## EXERCISE AIM
Give again exactly the lines that stretch from the one with "Map reading. Serialize" to the end of the data below, including both of those lines and nothing else.

[Collected data entries]

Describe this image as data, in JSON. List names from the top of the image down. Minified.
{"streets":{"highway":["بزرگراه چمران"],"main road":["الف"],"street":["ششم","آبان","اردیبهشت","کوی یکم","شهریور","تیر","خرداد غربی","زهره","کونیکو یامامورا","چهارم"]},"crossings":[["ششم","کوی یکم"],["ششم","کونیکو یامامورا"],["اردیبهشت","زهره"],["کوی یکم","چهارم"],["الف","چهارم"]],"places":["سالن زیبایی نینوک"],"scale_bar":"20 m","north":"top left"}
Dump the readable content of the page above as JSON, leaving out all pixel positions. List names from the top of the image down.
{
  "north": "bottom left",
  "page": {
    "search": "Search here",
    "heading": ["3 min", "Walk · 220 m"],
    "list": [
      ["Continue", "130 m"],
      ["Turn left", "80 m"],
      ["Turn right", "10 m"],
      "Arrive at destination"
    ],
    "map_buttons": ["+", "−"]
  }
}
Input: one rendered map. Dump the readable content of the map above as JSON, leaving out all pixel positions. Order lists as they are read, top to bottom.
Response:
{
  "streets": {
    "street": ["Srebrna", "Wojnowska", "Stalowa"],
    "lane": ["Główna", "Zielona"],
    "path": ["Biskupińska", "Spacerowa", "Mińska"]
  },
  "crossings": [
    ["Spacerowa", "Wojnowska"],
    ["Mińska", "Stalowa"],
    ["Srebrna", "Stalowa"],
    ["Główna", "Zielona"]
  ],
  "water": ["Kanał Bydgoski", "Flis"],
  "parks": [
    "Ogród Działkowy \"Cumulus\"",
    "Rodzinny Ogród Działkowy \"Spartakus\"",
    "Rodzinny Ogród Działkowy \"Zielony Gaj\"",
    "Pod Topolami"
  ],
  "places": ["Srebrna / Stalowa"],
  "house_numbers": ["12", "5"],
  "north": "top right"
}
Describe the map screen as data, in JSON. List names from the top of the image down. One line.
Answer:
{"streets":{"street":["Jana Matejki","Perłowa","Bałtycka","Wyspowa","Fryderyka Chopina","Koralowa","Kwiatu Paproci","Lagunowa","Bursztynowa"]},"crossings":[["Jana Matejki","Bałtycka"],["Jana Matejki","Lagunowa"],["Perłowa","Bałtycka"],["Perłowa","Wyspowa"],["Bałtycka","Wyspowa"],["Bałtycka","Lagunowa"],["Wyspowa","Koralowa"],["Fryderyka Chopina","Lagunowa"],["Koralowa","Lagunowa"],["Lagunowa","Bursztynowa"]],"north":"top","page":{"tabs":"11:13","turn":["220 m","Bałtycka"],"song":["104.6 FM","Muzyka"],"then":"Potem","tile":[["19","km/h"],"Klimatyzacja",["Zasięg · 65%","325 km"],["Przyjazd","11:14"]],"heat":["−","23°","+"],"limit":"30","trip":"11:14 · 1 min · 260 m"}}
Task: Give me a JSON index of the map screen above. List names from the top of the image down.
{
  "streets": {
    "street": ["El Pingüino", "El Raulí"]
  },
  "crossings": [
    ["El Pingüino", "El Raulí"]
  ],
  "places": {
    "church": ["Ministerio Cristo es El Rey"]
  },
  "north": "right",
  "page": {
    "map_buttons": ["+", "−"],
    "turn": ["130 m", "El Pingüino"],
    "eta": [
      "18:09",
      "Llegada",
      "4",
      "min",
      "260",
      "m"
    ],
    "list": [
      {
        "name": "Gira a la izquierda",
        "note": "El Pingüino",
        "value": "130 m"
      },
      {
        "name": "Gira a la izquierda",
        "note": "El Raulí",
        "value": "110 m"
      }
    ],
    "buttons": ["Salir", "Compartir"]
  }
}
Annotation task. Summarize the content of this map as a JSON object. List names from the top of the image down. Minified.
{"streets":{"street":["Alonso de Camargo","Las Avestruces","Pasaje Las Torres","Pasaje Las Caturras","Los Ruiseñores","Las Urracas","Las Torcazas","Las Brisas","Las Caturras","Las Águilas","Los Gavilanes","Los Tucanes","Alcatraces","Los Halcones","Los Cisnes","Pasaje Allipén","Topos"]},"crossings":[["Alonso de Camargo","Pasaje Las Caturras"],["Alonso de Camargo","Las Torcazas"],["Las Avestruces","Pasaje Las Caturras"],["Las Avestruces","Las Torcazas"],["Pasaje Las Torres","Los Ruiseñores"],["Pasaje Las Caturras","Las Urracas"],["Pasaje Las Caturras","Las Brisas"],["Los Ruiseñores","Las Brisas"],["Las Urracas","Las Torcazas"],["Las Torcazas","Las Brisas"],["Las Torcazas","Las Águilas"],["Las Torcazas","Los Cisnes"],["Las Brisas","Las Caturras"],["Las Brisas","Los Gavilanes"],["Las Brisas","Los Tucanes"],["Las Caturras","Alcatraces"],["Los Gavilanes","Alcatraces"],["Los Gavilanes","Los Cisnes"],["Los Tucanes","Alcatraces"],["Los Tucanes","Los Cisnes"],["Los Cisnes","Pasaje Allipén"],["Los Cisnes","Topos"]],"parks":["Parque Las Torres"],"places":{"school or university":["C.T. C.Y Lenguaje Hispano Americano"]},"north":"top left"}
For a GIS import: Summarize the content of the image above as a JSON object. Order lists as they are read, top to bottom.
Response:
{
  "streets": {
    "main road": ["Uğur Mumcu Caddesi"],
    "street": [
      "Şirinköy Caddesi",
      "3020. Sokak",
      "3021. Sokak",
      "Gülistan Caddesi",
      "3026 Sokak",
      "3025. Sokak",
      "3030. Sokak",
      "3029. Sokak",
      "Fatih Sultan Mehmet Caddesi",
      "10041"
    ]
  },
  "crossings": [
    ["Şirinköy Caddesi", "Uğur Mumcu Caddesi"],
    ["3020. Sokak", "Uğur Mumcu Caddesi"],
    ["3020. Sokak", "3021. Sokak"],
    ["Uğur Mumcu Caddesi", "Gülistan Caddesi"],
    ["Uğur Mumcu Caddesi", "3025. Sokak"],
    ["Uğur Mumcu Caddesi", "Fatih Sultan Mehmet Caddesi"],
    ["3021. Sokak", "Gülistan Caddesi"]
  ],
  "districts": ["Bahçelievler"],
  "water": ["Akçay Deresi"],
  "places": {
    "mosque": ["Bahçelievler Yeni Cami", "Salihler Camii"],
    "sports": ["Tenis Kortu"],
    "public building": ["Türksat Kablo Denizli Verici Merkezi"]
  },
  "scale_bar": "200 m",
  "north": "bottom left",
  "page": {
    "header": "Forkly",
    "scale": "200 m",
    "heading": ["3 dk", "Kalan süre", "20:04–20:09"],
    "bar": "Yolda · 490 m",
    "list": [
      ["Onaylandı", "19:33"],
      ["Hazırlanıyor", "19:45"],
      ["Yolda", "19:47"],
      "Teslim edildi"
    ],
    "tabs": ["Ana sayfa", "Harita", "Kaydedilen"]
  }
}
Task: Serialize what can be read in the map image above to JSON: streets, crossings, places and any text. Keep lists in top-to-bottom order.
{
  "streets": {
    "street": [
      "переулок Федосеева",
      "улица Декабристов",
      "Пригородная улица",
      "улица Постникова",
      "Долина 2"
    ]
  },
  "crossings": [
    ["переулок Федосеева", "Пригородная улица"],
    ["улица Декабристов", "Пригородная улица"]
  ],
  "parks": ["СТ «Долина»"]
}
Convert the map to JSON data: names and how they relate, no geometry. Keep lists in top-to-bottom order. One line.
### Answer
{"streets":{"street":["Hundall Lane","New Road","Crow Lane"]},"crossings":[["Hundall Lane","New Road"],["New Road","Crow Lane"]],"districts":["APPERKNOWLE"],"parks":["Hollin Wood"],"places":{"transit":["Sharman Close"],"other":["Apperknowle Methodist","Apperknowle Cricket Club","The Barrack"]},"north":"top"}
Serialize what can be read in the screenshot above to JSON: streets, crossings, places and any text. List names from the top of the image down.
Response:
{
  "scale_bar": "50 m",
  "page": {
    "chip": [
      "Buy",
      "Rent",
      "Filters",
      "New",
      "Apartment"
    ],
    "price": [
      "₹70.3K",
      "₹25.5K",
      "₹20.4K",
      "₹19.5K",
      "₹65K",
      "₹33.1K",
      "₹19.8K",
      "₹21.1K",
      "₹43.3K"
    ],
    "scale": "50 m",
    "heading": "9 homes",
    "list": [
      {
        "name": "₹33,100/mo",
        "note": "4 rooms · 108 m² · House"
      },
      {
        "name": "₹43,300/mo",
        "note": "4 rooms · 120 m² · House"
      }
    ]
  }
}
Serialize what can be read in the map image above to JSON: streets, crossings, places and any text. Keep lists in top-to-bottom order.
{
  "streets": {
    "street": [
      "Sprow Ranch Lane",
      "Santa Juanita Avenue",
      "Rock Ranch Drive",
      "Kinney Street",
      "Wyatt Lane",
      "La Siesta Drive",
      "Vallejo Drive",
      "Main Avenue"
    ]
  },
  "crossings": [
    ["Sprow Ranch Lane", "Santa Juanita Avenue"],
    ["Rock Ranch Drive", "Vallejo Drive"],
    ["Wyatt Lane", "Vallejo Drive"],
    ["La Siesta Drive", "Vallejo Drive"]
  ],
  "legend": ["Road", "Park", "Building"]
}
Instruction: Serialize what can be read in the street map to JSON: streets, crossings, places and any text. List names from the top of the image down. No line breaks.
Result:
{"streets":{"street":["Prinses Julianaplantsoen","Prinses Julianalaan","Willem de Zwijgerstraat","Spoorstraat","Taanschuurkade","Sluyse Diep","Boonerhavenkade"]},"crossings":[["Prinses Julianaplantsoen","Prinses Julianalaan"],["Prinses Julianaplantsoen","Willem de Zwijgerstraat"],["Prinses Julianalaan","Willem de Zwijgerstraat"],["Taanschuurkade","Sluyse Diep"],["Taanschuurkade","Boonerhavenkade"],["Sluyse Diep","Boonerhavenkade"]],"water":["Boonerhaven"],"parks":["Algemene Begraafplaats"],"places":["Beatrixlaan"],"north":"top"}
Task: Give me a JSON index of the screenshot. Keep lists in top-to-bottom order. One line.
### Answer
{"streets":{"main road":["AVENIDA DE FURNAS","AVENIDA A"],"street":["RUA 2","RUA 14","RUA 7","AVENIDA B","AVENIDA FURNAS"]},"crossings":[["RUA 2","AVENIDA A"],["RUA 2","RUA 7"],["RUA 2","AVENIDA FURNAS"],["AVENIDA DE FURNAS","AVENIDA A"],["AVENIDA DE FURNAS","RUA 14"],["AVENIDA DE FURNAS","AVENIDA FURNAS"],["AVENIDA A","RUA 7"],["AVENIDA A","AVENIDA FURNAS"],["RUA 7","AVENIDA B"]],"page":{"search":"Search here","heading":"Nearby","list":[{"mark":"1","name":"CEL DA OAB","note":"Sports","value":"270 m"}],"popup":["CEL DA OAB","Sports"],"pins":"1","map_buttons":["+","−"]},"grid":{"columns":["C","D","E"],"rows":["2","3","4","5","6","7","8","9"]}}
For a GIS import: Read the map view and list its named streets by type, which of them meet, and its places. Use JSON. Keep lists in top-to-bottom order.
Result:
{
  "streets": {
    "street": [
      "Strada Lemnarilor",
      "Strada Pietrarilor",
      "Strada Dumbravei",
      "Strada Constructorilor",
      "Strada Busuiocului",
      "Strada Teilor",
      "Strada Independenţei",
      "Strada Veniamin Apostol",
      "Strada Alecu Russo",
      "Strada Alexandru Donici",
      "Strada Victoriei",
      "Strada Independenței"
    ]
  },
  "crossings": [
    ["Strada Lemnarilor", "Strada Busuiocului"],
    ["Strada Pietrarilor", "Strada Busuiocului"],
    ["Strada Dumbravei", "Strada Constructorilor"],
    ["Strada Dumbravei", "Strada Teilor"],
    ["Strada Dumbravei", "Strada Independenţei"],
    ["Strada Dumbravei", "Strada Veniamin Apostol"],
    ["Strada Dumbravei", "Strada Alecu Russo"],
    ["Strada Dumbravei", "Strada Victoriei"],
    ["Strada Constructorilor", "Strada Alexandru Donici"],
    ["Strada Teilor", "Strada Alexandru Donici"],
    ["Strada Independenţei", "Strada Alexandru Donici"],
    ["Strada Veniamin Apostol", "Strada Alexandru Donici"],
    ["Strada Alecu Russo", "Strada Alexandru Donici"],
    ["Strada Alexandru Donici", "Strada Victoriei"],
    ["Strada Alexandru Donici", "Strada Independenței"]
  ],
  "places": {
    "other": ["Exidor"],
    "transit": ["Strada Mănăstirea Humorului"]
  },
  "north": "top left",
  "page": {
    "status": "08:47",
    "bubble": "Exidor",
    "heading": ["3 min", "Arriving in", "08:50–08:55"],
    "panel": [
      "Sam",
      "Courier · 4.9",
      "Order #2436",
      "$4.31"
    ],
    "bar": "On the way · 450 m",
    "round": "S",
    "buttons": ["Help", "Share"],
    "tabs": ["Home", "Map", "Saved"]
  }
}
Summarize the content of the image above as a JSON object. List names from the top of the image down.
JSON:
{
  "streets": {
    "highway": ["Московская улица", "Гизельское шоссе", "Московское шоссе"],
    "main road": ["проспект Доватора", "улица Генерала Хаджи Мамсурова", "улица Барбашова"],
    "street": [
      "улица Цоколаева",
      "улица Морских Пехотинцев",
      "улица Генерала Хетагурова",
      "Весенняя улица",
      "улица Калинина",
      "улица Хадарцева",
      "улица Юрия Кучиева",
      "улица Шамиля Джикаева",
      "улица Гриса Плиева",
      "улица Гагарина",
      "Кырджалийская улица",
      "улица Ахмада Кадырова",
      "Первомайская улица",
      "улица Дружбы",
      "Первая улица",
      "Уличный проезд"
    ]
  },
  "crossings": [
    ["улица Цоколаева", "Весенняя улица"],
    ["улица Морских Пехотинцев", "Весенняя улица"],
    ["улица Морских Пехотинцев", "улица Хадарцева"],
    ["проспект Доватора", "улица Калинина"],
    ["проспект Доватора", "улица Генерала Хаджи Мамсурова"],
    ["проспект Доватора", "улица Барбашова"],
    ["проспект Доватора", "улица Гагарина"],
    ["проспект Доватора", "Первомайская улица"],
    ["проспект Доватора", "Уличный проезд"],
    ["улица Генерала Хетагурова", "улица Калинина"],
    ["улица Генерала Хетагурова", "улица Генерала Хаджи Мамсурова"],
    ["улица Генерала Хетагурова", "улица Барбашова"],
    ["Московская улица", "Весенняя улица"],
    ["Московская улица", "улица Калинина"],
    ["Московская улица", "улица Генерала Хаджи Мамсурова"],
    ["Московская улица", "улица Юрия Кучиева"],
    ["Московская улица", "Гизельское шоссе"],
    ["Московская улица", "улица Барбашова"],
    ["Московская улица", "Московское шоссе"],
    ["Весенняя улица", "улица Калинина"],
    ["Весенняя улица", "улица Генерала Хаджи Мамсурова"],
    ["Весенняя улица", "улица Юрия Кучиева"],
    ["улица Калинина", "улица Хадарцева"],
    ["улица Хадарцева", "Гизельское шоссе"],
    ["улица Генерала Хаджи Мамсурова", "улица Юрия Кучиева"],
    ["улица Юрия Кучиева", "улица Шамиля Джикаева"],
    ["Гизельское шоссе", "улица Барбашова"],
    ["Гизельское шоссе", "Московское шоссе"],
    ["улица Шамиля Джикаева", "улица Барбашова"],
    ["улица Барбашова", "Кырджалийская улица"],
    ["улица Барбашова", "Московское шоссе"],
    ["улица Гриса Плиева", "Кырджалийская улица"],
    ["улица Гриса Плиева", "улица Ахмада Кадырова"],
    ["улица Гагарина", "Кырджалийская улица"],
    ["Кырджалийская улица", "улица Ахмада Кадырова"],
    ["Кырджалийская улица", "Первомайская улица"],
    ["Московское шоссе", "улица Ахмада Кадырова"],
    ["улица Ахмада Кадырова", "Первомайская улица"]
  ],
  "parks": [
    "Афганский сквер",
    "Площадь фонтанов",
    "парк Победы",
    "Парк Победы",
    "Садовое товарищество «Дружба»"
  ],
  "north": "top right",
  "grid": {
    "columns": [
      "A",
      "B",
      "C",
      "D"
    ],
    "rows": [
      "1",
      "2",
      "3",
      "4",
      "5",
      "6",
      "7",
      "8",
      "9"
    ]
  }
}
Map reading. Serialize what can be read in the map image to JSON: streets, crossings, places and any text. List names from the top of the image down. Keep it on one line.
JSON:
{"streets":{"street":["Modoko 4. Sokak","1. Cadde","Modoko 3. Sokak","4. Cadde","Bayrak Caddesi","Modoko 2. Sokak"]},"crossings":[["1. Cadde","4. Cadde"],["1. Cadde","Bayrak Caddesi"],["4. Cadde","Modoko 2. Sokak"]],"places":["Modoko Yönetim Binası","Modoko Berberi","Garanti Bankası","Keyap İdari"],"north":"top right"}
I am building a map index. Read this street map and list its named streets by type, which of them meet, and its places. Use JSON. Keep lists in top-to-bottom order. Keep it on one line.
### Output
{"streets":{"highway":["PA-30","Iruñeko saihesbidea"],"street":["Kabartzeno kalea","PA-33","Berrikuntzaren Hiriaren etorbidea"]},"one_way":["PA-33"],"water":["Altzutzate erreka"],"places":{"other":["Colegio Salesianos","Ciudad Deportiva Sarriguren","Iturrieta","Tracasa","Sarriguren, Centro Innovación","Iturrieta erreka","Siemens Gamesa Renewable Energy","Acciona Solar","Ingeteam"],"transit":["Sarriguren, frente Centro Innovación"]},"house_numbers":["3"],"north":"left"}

## EXERCISE RESPONSE
Map reading. Serialize what can be read in the map image to JSON: streets, crossings, places and any text. List names from the top of the image down. Keep it on one line.
JSON:
{"streets":{"street":["Modoko 4. Sokak","1. Cadde","Modoko 3. Sokak","4. Cadde","Bayrak Caddesi","Modoko 2. Sokak"]},"crossings":[["1. Cadde","4. Cadde"],["1. Cadde","Bayrak Caddesi"],["4. Cadde","Modoko 2. Sokak"]],"places":["Modoko Yönetim Binası","Modoko Berberi","Garanti Bankası","Keyap İdari"],"north":"top right"}
I am building a map index. Read this street map and list its named streets by type, which of them meet, and its places. Use JSON. Keep lists in top-to-bottom order. Keep it on one line.
### Output
{"streets":{"highway":["PA-30","Iruñeko saihesbidea"],"street":["Kabartzeno kalea","PA-33","Berrikuntzaren Hiriaren etorbidea"]},"one_way":["PA-33"],"water":["Altzutzate erreka"],"places":{"other":["Colegio Salesianos","Ciudad Deportiva Sarriguren","Iturrieta","Tracasa","Sarriguren, Centro Innovación","Iturrieta erreka","Siemens Gamesa Renewable Energy","Acciona Solar","Ingeteam"],"transit":["Sarriguren, frente Centro Innovación"]},"house_numbers":["3"],"north":"left"}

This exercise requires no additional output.